▶ **The problem**
An exact copy of every entry is needed, with the images left out.

▶ **Material for the task**
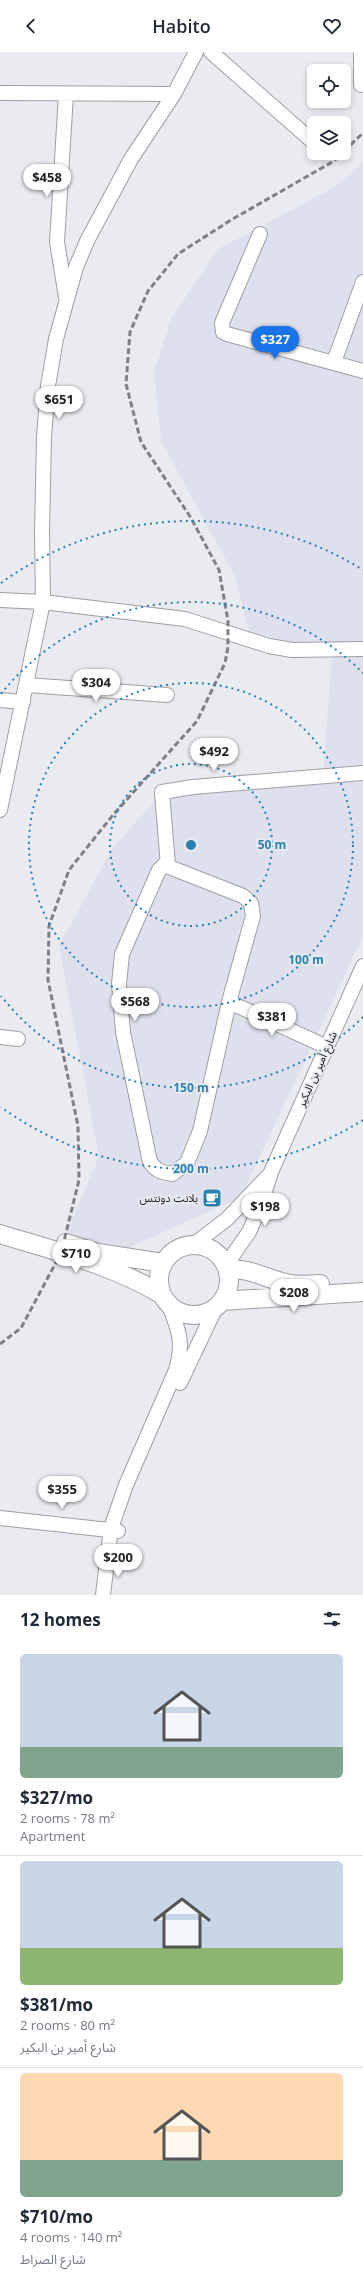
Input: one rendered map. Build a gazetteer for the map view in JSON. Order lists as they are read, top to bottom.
{
  "streets": {
    "street": ["شارع أمير بن البكير"]
  },
  "places": {
    "cafe": ["بلانت دونتس"]
  },
  "page": {
    "header": "Habito",
    "price": [
      "$458",
      "$327",
      "$651",
      "$304",
      "$492",
      "$568",
      "$381",
      "$198",
      "$710",
      "$208",
      "$355",
      "$200"
    ],
    "heading": "12 homes",
    "list": [
      {
        "name": "$327/mo",
        "note": "2 rooms · 78 m² · Apartment"
      },
      {
        "name": "$381/mo",
        "note": "2 rooms · 80 m² · شارع أمير بن البكير"
      },
      {
        "name": "$710/mo",
        "note": "4 rooms · 140 m² · شارع الصراط"
      }
    ]
  },
  "rings": [
    "50 m",
    "100 m",
    "150 m",
    "200 m"
  ]
}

▶ **Solution for this task**
Input: one rendered map. Build a gazetteer for the map view in JSON. Order lists as they are read, top to bottom.
{
  "streets": {
    "street": ["شارع أمير بن البكير"]
  },
  "places": {
    "cafe": ["بلانت دونتس"]
  },
  "page": {
    "header": "Habito",
    "price": [
      "$458",
      "$327",
      "$651",
      "$304",
      "$492",
      "$568",
      "$381",
      "$198",
      "$710",
      "$208",
      "$355",
      "$200"
    ],
    "heading": "12 homes",
    "list": [
      {
        "name": "$327/mo",
        "note": "2 rooms · 78 m² · Apartment"
      },
      {
        "name": "$381/mo",
        "note": "2 rooms · 80 m² · شارع أمير بن البكير"
      },
      {
        "name": "$710/mo",
        "note": "4 rooms · 140 m² · شارع الصراط"
      }
    ]
  },
  "rings": [
    "50 m",
    "100 m",
    "150 m",
    "200 m"
  ]
}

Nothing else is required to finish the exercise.